In China, particularly the less modern parts, bars are not widespread. Drinking culture is interwoven with eating culture whereas in the UK they are quite separate. There is some metabolic difficulty with alcohol that is pretty common in China. Drinking causes a red face and overwhelms motor skills pretty quickly. Old school Chinese men will have a crate of beers delivered to their table and dish them out over the course of a meal. Even on hot Summer evenings, the crate sits by the foot of the table, quickly hitting room temperature but seemingly not impacting the enjoyment of the party at all.
There is a competitive element to drinking too. In the UK there seems to be a strand of machismo pride at being able to out drink people around you. This is also present in China but it is of the more ‘last man standing ilk’. The weapon of choice is baijiu, a hydrochloric composition. Some kind of spirit, a bit like vodka but worse. You can almost feel tomorrow morning’s vomit being stirred within seconds of the stuff hitting your stomach. Baijiu is present at all the big meals, weddings and holidays. Chinese men will shot the stuff until paralytic, which doesn’t take too long.

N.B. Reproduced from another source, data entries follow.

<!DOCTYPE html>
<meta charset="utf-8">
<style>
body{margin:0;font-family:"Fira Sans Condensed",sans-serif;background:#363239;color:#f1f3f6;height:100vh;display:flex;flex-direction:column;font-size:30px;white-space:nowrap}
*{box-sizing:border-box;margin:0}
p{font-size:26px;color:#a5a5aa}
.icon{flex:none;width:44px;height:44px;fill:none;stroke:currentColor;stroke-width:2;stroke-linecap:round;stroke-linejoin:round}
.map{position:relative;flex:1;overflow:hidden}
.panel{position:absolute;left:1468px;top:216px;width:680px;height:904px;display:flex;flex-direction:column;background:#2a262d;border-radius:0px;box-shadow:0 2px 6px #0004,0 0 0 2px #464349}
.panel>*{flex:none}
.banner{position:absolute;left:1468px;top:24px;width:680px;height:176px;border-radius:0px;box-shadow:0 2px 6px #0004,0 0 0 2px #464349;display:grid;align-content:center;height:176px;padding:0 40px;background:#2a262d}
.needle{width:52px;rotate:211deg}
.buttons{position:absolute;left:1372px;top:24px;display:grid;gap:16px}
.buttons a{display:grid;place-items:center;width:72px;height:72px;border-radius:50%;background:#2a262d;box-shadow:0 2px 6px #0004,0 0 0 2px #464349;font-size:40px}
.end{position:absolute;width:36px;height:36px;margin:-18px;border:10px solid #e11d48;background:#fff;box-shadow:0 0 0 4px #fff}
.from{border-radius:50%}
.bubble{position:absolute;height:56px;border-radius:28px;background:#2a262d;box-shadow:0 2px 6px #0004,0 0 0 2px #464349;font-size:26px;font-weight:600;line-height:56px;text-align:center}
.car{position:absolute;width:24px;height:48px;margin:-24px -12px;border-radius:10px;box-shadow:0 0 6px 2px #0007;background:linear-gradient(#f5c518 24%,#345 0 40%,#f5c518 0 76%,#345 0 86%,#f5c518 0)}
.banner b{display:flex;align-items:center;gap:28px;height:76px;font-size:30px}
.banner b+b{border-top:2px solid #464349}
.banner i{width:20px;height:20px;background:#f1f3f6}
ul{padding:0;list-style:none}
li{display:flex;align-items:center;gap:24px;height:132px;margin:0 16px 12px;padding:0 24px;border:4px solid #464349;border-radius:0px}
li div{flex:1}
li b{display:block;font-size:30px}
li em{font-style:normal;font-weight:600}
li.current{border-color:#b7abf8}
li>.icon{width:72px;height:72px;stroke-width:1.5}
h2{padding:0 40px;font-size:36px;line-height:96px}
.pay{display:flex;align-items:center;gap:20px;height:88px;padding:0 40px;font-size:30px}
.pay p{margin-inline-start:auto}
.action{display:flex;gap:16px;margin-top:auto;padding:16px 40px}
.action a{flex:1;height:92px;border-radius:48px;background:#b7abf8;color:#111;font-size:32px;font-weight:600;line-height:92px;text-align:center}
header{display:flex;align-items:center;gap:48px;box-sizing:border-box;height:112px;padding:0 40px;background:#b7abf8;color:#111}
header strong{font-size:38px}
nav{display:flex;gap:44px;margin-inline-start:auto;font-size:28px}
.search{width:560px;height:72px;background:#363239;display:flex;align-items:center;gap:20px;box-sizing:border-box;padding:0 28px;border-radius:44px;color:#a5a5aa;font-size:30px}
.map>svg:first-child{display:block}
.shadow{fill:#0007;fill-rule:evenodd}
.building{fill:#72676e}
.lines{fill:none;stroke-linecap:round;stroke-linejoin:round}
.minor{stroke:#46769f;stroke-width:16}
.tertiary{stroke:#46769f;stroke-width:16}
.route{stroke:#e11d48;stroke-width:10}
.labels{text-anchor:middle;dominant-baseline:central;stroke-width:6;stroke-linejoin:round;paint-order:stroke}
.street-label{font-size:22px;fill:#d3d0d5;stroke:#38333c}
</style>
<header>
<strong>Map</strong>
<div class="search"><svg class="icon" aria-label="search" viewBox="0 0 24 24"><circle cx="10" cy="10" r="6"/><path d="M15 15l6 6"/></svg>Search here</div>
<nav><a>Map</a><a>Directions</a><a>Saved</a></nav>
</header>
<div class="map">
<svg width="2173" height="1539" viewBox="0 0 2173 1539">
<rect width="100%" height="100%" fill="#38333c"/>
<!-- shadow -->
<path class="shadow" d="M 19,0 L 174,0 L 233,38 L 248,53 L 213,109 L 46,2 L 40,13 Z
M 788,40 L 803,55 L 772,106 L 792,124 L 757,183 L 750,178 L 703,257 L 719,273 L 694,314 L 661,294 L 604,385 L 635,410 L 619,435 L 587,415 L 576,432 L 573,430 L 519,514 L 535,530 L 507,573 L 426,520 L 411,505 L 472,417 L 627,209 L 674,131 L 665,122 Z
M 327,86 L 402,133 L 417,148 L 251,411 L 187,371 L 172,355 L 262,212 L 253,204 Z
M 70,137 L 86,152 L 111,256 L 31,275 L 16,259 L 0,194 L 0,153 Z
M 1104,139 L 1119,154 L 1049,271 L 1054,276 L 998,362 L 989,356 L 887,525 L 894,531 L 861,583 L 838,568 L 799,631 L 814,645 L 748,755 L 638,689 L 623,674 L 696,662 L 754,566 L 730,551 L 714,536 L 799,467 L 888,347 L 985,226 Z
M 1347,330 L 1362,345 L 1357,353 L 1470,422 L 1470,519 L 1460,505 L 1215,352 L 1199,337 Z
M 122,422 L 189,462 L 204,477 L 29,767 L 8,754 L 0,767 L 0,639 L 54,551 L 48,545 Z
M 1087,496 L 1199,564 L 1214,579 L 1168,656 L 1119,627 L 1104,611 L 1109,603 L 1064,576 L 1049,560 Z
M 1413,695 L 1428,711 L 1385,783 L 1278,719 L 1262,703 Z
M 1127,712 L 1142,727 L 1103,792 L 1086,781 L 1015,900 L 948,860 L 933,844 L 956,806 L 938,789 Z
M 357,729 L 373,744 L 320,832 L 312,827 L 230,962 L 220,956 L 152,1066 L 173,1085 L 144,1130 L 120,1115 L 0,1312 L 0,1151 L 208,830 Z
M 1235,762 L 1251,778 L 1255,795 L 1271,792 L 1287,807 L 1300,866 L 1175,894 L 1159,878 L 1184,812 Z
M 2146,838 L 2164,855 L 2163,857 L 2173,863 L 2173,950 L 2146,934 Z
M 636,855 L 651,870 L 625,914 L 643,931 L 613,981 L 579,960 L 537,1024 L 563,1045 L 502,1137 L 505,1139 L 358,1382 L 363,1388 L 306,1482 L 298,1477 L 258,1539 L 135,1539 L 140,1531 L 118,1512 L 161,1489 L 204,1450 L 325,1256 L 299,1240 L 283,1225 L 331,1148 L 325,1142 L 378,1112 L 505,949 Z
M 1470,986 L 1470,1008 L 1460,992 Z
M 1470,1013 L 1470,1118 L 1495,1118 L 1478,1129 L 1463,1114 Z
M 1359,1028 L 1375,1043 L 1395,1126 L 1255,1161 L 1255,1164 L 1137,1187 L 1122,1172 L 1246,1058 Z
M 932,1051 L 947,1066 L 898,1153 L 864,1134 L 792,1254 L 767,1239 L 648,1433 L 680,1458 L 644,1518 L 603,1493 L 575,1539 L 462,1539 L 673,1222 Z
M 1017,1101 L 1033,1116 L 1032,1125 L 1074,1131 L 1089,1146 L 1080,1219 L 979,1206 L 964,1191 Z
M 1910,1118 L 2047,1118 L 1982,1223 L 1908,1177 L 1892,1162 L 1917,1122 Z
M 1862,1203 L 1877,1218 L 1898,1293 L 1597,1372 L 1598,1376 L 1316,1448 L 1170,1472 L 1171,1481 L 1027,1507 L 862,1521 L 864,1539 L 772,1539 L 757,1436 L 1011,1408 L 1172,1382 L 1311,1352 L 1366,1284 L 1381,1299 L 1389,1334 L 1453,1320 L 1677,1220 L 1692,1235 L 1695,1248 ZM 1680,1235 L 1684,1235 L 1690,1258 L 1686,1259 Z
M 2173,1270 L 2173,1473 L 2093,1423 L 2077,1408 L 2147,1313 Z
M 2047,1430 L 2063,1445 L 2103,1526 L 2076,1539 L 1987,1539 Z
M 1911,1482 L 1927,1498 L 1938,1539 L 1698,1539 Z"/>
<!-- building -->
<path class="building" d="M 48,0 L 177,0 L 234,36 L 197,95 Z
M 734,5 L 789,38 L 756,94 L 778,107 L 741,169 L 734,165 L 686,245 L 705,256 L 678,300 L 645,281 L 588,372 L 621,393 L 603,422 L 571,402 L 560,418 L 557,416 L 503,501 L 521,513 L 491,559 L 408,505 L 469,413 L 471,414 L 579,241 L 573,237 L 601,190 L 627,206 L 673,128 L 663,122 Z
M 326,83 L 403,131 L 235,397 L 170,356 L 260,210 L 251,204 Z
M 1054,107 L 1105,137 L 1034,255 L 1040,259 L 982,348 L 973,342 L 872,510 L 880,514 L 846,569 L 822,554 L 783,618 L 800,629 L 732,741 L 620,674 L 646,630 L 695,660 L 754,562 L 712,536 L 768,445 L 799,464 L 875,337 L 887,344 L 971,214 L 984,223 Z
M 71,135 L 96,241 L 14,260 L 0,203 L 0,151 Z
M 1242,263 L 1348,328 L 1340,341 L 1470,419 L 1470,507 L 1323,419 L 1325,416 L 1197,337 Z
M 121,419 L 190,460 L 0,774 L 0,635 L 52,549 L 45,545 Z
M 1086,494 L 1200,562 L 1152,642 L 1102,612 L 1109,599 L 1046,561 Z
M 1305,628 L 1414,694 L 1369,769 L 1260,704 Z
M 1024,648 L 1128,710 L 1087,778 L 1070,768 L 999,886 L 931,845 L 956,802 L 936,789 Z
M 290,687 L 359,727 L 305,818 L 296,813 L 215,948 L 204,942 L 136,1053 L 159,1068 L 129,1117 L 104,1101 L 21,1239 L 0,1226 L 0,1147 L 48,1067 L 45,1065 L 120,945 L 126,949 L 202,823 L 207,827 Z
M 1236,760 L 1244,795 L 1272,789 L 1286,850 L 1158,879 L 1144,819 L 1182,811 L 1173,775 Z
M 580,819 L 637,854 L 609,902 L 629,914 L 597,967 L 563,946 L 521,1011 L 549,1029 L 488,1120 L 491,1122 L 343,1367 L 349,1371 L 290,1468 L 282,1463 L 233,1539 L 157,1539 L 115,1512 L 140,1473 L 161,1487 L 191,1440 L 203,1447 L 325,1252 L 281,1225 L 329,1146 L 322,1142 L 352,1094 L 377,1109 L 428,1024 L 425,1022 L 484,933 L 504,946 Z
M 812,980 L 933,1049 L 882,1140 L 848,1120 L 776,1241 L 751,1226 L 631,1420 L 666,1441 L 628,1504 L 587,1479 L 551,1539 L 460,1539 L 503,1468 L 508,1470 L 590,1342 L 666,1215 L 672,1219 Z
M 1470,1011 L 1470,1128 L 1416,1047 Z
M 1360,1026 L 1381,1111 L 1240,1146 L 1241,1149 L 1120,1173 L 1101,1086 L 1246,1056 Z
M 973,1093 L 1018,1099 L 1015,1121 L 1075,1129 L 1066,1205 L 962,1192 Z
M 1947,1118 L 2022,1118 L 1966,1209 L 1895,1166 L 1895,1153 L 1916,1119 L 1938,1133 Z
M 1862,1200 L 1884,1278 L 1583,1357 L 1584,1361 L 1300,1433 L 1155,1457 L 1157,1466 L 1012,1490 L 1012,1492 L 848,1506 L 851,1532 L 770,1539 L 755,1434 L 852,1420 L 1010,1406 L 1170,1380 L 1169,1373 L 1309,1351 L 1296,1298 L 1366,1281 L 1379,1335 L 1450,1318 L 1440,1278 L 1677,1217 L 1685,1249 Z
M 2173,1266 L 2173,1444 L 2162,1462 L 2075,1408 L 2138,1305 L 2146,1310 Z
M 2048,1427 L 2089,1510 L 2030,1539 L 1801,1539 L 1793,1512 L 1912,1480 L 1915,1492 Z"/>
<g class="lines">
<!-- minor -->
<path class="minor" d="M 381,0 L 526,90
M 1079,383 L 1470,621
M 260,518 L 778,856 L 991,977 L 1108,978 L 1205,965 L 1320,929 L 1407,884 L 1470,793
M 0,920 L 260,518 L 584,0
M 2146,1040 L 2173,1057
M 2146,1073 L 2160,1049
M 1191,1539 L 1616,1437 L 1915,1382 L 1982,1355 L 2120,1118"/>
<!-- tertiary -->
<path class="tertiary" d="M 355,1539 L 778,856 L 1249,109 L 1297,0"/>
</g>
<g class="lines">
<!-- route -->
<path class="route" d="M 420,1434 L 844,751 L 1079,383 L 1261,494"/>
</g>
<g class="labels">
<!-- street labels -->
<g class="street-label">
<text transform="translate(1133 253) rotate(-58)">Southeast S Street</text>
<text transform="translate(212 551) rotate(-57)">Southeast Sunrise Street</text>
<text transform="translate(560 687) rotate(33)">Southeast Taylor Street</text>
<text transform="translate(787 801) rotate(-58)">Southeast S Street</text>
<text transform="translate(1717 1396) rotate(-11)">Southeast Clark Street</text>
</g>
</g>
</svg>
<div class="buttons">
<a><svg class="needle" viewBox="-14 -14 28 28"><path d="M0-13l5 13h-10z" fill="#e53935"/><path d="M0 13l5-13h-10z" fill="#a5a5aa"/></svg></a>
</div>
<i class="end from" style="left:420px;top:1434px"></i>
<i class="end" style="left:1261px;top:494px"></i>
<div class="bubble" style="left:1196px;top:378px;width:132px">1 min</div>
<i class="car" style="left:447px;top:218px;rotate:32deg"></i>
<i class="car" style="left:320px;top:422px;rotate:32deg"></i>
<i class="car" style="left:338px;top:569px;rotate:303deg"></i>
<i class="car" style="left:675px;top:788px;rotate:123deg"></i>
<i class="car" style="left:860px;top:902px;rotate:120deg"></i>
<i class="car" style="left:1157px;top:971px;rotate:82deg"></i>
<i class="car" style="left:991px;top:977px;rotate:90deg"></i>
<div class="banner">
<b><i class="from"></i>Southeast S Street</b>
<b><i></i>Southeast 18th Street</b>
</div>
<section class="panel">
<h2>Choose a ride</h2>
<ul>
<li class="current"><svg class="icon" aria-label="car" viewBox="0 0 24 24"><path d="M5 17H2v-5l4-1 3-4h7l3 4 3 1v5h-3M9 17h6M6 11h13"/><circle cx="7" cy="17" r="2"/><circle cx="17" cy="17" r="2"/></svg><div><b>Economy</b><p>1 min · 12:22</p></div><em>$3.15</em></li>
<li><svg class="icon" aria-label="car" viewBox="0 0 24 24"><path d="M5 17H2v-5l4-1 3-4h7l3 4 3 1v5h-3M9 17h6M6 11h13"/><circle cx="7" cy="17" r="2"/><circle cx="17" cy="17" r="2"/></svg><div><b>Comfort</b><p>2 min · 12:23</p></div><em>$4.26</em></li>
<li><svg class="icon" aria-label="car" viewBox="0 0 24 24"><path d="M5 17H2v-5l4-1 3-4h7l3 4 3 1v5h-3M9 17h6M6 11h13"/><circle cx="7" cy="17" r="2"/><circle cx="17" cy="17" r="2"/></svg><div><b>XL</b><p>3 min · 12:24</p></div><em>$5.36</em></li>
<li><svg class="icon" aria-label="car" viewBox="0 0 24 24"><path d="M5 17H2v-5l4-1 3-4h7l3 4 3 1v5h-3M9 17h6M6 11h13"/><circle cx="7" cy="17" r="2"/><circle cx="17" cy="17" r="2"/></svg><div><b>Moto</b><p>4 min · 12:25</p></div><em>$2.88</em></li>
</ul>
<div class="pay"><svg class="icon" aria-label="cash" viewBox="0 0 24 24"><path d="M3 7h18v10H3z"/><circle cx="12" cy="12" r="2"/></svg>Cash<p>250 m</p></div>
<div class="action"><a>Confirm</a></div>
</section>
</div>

In the more modern areas and cities, bars are more common. Younger people are more likely to frequent them rather than the smokey tea houses and suspicious basement bars that their parents’ generation may have favoured. Craft beers and cocktail bars can be found easily and they attract Chinese locals as well as the immigrant population.
Now, I find myself constantly reevaluating my relationship with alcohol. In my new school in Beijing I am on a rigid, rise at 6:30 schedule so there is no room for the midweek escapades of the past unless I want to ruin my day.
I dislike almost everything about drinking. The money it costs, the easy weight gain, the impact on sleep even afterone or two drinks, how I become lazy the day after, the fact I am so easily irritable after a few, the lack of control after one too many, the health side effects of which I’m sure to pay for in the future. There are so many drawbacks.
And yet…the few things that I enjoy about drinking, I enjoy very much. I only recently got into craft beers, o’ brave new world. I approach the end of my latest dry month after a month long holiday off school where it was all too easy to derail a day or two with drinking. Many of the things I enjoy doing can easily be ruined if I’ve been drinking the night before. When this month ends I may consider a little more carefully what the future holds for this particular relationship.